*** DATA RECORDS ***

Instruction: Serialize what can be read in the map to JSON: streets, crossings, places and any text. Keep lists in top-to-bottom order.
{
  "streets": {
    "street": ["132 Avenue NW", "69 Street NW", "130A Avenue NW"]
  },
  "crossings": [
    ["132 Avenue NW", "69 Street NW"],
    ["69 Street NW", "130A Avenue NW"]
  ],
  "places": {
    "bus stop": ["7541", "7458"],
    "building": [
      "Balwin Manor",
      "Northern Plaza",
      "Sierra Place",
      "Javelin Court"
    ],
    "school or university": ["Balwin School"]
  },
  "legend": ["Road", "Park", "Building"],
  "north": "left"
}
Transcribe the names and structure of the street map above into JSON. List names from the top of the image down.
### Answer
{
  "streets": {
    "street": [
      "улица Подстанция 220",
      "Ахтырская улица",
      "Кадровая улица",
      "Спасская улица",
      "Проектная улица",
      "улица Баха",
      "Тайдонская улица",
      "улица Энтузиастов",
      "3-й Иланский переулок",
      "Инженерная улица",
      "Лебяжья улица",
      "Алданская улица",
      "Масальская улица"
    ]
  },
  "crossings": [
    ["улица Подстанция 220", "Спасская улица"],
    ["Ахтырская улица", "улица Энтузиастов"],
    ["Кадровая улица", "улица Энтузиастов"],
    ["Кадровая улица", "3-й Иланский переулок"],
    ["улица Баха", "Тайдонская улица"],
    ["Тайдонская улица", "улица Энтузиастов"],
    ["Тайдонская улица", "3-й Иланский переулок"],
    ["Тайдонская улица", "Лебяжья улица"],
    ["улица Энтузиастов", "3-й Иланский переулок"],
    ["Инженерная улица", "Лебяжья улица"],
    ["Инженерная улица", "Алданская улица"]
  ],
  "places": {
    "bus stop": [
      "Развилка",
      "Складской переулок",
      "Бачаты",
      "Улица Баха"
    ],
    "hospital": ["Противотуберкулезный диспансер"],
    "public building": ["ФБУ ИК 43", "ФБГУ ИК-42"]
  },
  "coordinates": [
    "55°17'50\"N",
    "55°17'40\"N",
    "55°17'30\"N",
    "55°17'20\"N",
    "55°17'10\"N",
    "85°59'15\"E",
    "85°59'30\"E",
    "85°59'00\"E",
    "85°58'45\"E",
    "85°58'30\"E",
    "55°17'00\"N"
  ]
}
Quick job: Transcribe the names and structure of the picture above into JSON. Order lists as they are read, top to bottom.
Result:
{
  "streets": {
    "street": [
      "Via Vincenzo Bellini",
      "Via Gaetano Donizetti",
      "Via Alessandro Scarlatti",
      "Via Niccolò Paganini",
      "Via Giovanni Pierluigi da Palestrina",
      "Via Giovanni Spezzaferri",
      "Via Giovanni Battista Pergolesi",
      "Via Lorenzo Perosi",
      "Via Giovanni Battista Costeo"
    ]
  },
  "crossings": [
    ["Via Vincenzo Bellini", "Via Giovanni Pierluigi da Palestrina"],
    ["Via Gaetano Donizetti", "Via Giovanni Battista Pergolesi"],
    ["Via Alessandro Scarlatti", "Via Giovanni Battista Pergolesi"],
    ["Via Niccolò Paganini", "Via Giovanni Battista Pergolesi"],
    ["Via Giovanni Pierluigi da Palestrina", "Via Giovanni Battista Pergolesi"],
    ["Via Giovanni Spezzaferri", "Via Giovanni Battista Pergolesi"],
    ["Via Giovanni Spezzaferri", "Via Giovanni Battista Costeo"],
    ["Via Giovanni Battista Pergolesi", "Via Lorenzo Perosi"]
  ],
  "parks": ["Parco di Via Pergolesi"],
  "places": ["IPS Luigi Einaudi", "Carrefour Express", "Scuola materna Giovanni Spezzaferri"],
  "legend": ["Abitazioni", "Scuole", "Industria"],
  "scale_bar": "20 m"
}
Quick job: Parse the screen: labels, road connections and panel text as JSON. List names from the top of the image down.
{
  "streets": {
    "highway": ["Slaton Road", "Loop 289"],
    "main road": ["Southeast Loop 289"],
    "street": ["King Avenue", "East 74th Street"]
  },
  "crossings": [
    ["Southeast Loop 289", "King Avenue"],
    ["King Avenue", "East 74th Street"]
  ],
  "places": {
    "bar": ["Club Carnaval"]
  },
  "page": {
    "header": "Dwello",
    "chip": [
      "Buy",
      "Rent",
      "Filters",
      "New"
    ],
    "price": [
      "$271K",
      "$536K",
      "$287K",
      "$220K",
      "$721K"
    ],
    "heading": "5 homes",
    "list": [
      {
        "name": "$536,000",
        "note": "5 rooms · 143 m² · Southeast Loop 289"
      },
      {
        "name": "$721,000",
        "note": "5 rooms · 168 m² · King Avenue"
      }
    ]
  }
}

***

EXERCISE INSTRUCTIONS
Using the records above, count how many lines include the word "Ахтырская", and reply only with that figure.

FINAL ANSWER
2